Tourist operators say partnership deal would entice more Chinese visitors and they would stay longer.

The head of China Southern Airlines wants to forge a relationship with Air New Zealand to build on each others' domestic networks.

Although both airlines compete by flying to China, the Chinese carrier's president and chief executive Tan Wan'geng said they flew to different cities and he wanted representatives of his airline to meet their Air New Zealand counterparts to discuss his plans.

An agreement with Air New Zealand could be a coup for that airline and this country's tourist operators wanting to capitalise on the fastest growing tourist market.

Tan's airline has flown between Auckland and the southern Chinese city of Guangzhou for the past 18 months, more than doubling services after six months.


"Right now we don't have flights within New Zealand so we hope we can co-operate with [Air] New Zealand on this," said Tan.

"Air New Zealand only flies to Shanghai and don't have enough network support. If necessary we can offer this support."

Air New Zealand said it welcomed discussions with any airlines on potential partnership activity.

"In fact, Air New Zealand already provides ground handling services to China Southern at Auckland Airport," a spokeswoman said.

The airlines are in competing carrier alliances - Air NZ is in the Star Alliance and China Southern in Sky Team - but these arrangements have become looser with deals between airlines becoming more common.

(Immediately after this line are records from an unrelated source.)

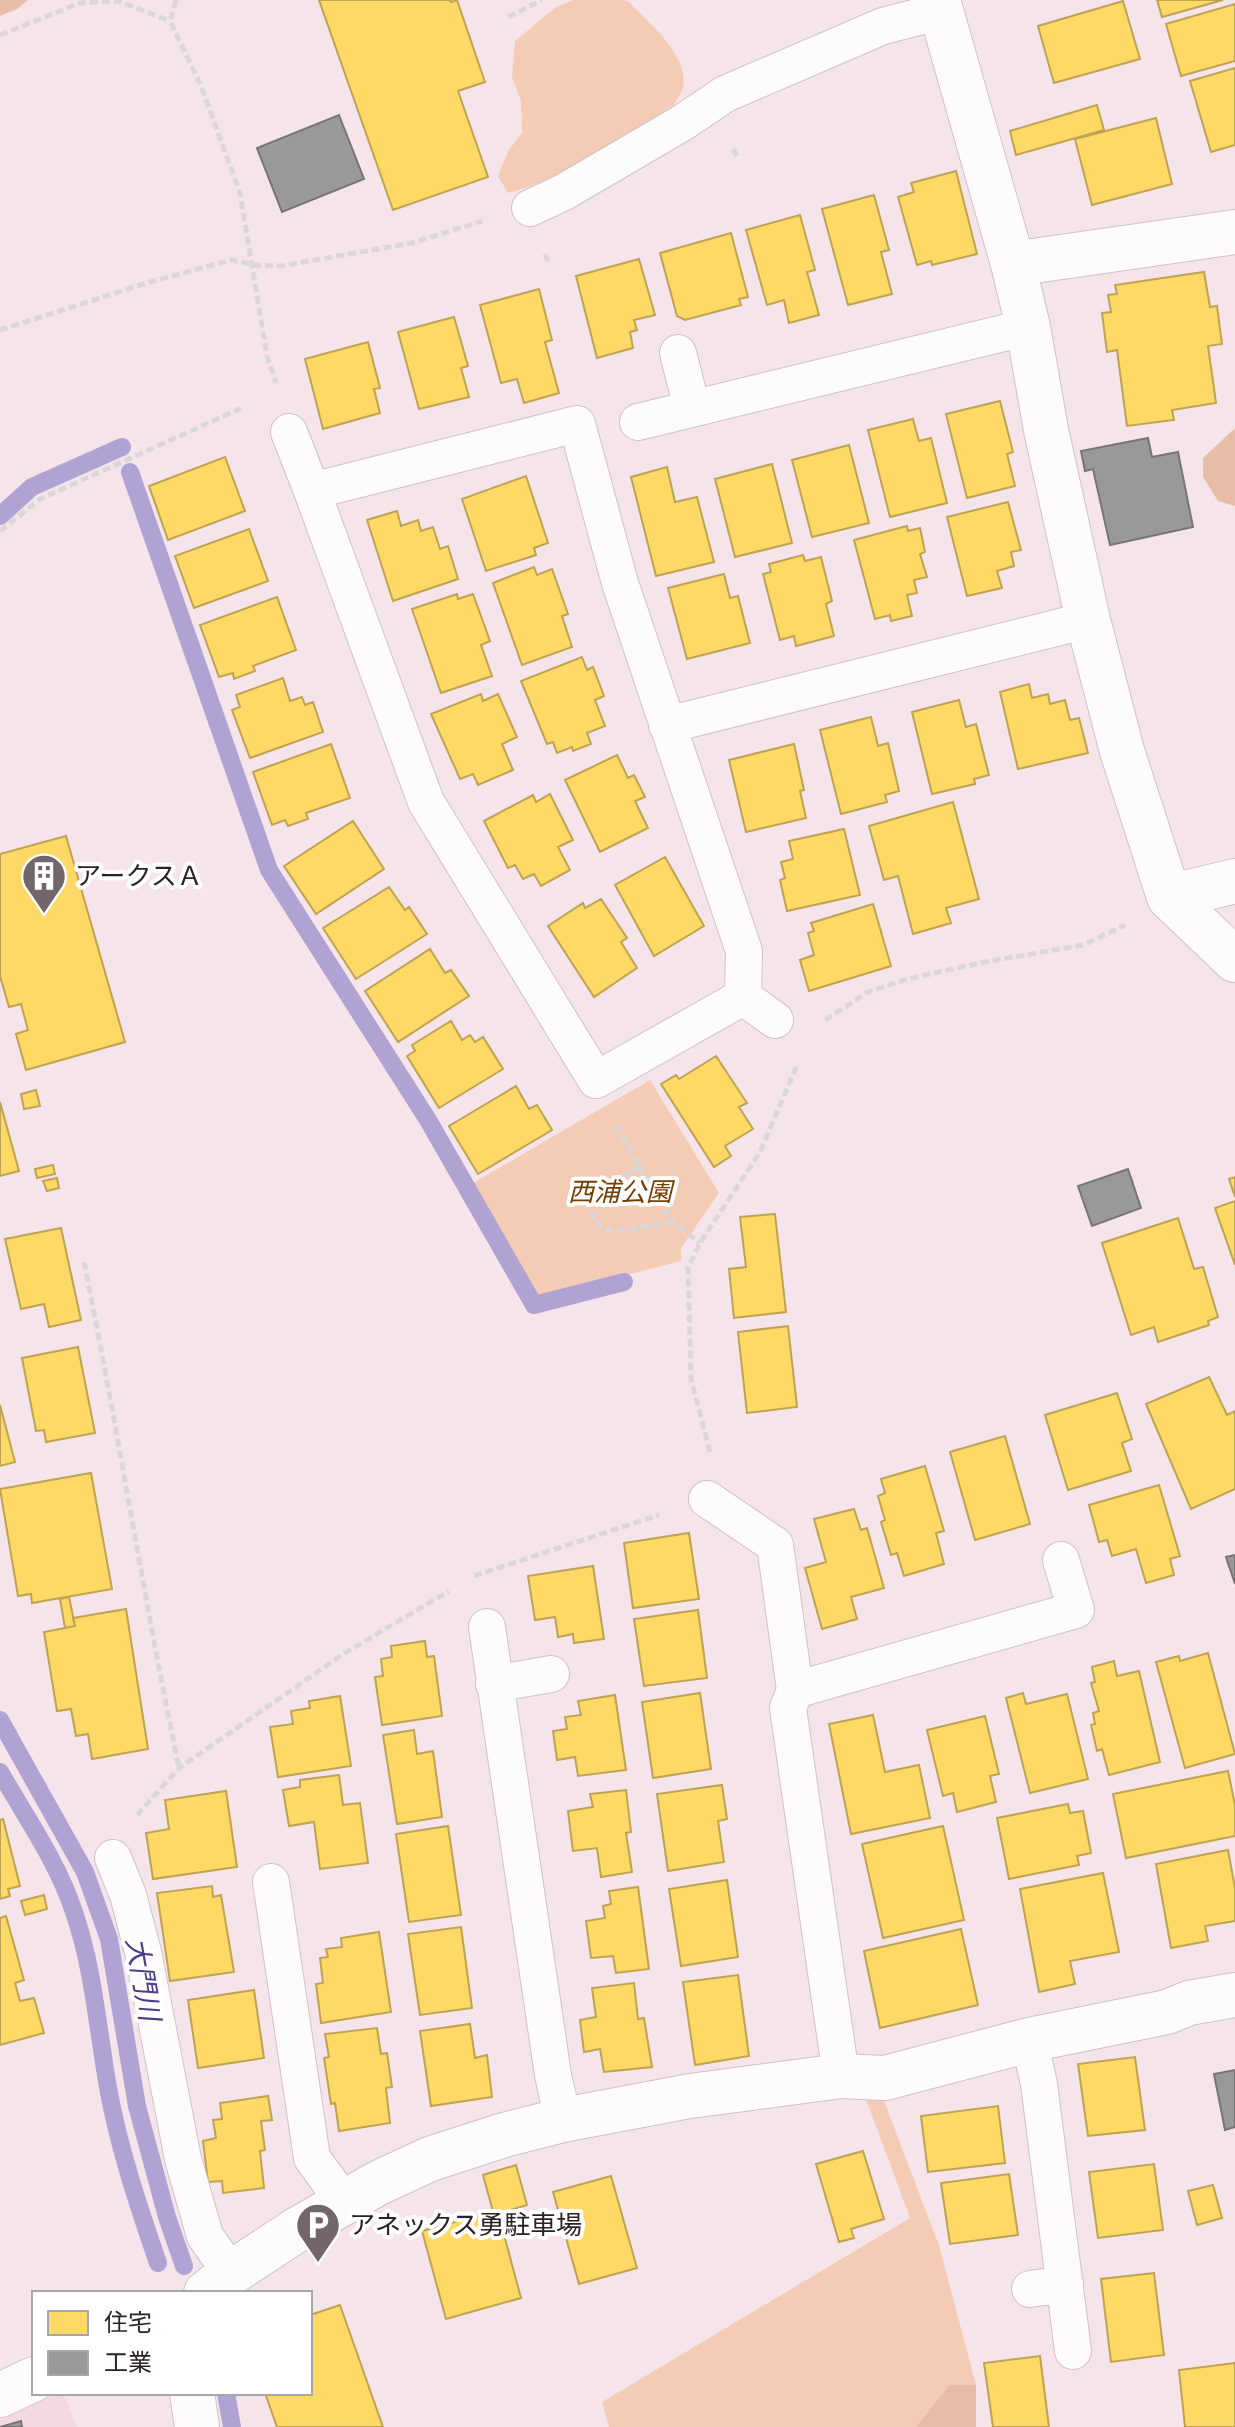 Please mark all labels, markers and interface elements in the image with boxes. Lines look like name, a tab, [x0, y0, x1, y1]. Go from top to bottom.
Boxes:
building icon: アークスＡ	[20, 852, 68, 915]
place label: アークスＡ	[75, 861, 203, 891]
park label: 西浦公園	[568, 1177, 676, 1207]
water label: 大門川	[119, 1935, 167, 2026]
parking icon: アネックス勇駐車場	[294, 2201, 342, 2264]
place label: アネックス勇駐車場	[349, 2210, 582, 2240]
legend	[32, 2291, 312, 2395]
text: 住宅	[104, 2309, 152, 2337]
text: 工業	[104, 2349, 152, 2377]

Although it is not clear how far any co-operation between the two airlines could go in other cases it has ranged from ground handling deals to ticketing arrangements where one carrier can sell tickets for another, through to code sharing where they effectively share aircraft.

A link with a New Zealand domestic carrier would be welcomed by tourist operators as more seamless travel around the country could entice more Chinese to visit but, equally importantly, encourage them to stay longer. While the China market grew by 30 per cent over the past year, most of the 180,000 visitors tack New Zealand on to a trip to Australia and spend between two and three nights here.

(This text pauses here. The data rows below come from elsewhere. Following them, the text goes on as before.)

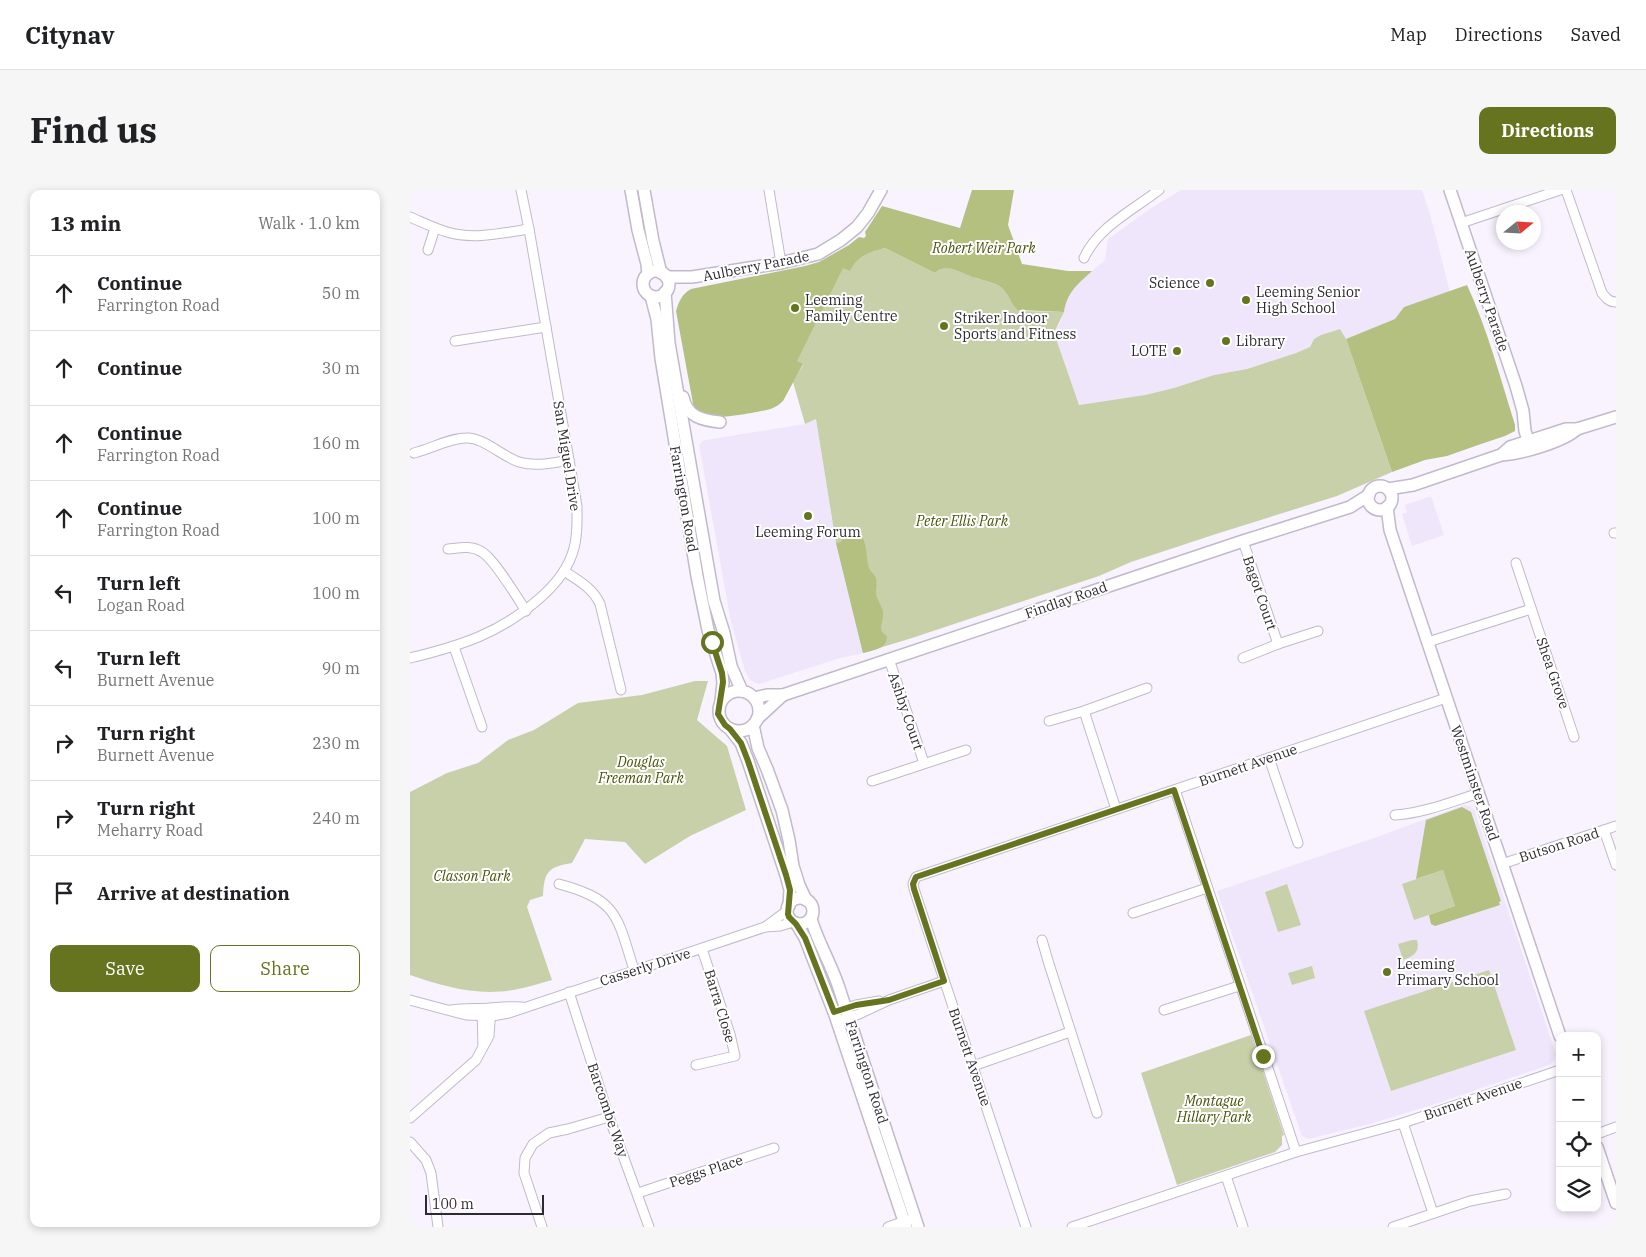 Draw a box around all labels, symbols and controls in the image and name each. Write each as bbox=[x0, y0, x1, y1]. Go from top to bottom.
text: Citynav bbox=[25, 19, 114, 51]
text: Map bbox=[1390, 23, 1427, 46]
text: Directions bbox=[1455, 23, 1543, 46]
text: Saved bbox=[1571, 23, 1621, 46]
text: Find us bbox=[30, 107, 157, 153]
button: Directions bbox=[1479, 107, 1616, 154]
north arrow bbox=[1496, 205, 1541, 250]
text: 13 min bbox=[50, 209, 121, 237]
text: Walk · 1.0 km bbox=[258, 213, 360, 233]
park label: Robert Weir Park bbox=[931, 239, 1036, 257]
street label: Aulberry Parade bbox=[1461, 246, 1513, 354]
street label: Aulberry Parade bbox=[701, 247, 811, 285]
text: Continue bbox=[97, 271, 182, 295]
place label: Science bbox=[1149, 274, 1200, 292]
marker: Science bbox=[1204, 277, 1216, 289]
icon: ahead bbox=[50, 279, 78, 307]
text: 50 m bbox=[322, 283, 360, 303]
place label: Leeming Senior High School bbox=[1256, 283, 1361, 317]
place label: Leeming Family Centre bbox=[805, 291, 898, 325]
marker: Leeming Senior High School bbox=[1240, 294, 1252, 306]
text: Farrington Road bbox=[97, 295, 220, 315]
marker: Leeming Family Centre bbox=[789, 302, 801, 314]
place label: Striker Indoor Sports and Fitness bbox=[954, 309, 1076, 343]
marker: Striker Indoor Sports and Fitness bbox=[938, 320, 950, 332]
place label: Library bbox=[1236, 332, 1286, 350]
marker: Library bbox=[1220, 335, 1232, 347]
place label: LOTE bbox=[1131, 342, 1167, 360]
marker: LOTE bbox=[1171, 345, 1183, 357]
icon: ahead bbox=[50, 354, 78, 382]
text: Continue bbox=[97, 356, 182, 380]
text: 30 m bbox=[322, 358, 360, 378]
street label: San Miguel Drive bbox=[549, 400, 585, 512]
text: Continue bbox=[97, 421, 182, 445]
icon: ahead bbox=[50, 429, 78, 457]
text: 160 m bbox=[312, 433, 360, 453]
street label: Farrington Road bbox=[666, 444, 702, 554]
text: Farrington Road bbox=[97, 445, 220, 465]
text: Continue bbox=[97, 496, 182, 520]
icon: ahead bbox=[50, 504, 78, 532]
text: 100 m bbox=[312, 508, 360, 528]
marker: Leeming Forum bbox=[802, 510, 814, 522]
park label: Peter Ellis Park bbox=[915, 512, 1009, 530]
text: Farrington Road bbox=[97, 520, 220, 540]
place label: Leeming Forum bbox=[755, 523, 861, 541]
street label: Bagot Court bbox=[1239, 553, 1281, 633]
text: Turn left bbox=[97, 571, 180, 595]
street label: Findlay Road bbox=[1022, 577, 1110, 623]
icon: left bbox=[50, 579, 78, 607]
text: 100 m bbox=[312, 583, 360, 603]
text: Logan Road bbox=[97, 595, 185, 615]
route start bbox=[701, 631, 724, 654]
street label: Shea Grove bbox=[1532, 635, 1574, 711]
text: Turn left bbox=[97, 646, 180, 670]
icon: left bbox=[50, 654, 78, 682]
text: 90 m bbox=[322, 658, 360, 678]
text: Burnett Avenue bbox=[97, 670, 214, 690]
street label: Ashby Court bbox=[884, 670, 928, 752]
text: Turn right bbox=[97, 721, 195, 745]
street label: Westminster Road bbox=[1447, 723, 1503, 844]
icon: right bbox=[50, 729, 78, 757]
text: 230 m bbox=[312, 733, 360, 753]
street label: Burnett Avenue bbox=[1196, 740, 1300, 790]
text: Burnett Avenue bbox=[97, 745, 214, 765]
park label: Douglas Freeman Park bbox=[597, 753, 684, 787]
text: Turn right bbox=[97, 796, 195, 820]
icon: right bbox=[50, 804, 78, 832]
text: 240 m bbox=[312, 808, 360, 828]
text: Meharry Road bbox=[97, 820, 203, 840]
street label: Butson Road bbox=[1517, 823, 1602, 866]
park label: Classon Park bbox=[433, 867, 511, 885]
icon: arrive bbox=[50, 879, 78, 907]
text: Arrive at destination bbox=[97, 881, 290, 905]
street label: Casserly Drive bbox=[597, 944, 693, 990]
button: Save bbox=[50, 945, 200, 992]
button: Share bbox=[210, 945, 360, 992]
place label: Leeming Primary School bbox=[1397, 955, 1499, 989]
marker: Leeming Primary School bbox=[1381, 966, 1393, 978]
street label: Barra Close bbox=[700, 967, 740, 1045]
street label: Burnett Avenue bbox=[945, 1005, 995, 1109]
street label: Farrington Road bbox=[842, 1018, 892, 1126]
map controls bbox=[1556, 1032, 1601, 1212]
button: + bbox=[1556, 1032, 1601, 1077]
route end bbox=[1252, 1045, 1275, 1068]
street label: Barcombe Way bbox=[583, 1060, 633, 1160]
street label: Burnett Avenue bbox=[1421, 1074, 1525, 1124]
button: − bbox=[1556, 1077, 1601, 1122]
park label: Montague Hillary Park bbox=[1176, 1092, 1252, 1126]
button: locate bbox=[1556, 1122, 1601, 1167]
street label: Peggs Place bbox=[667, 1151, 745, 1191]
button: layers bbox=[1556, 1167, 1601, 1212]
scale bar bbox=[425, 1192, 544, 1215]
text: 100 m bbox=[432, 1195, 474, 1213]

Tan said New Zealand was a key part of the airline's Australasian strategy and the now daily Auckland service was performing well.

China Southern is the world's third largest airline as measured by passengers carried and Asia's largest airline in both fleet size and passengers.

It will soon take delivery of a Boeing 787 Dreamliner and would consider using it on the New Zealand route. Plans are in place to use it to fly to Australian cities.

Tan was in Auckland with a group of the airline's top travel and sales agents last week, mainly from China but also from Europe, the United States, Africa and other parts of Asia, business leaders and elite frequent flyers. During the five-day visit arranged by Auckland Airport and supported by other tourist agencies they sampled a number of North Island attractions.

He said China's growing middle class had a strong appetite to travel overseas, with 100 million taking trips last year.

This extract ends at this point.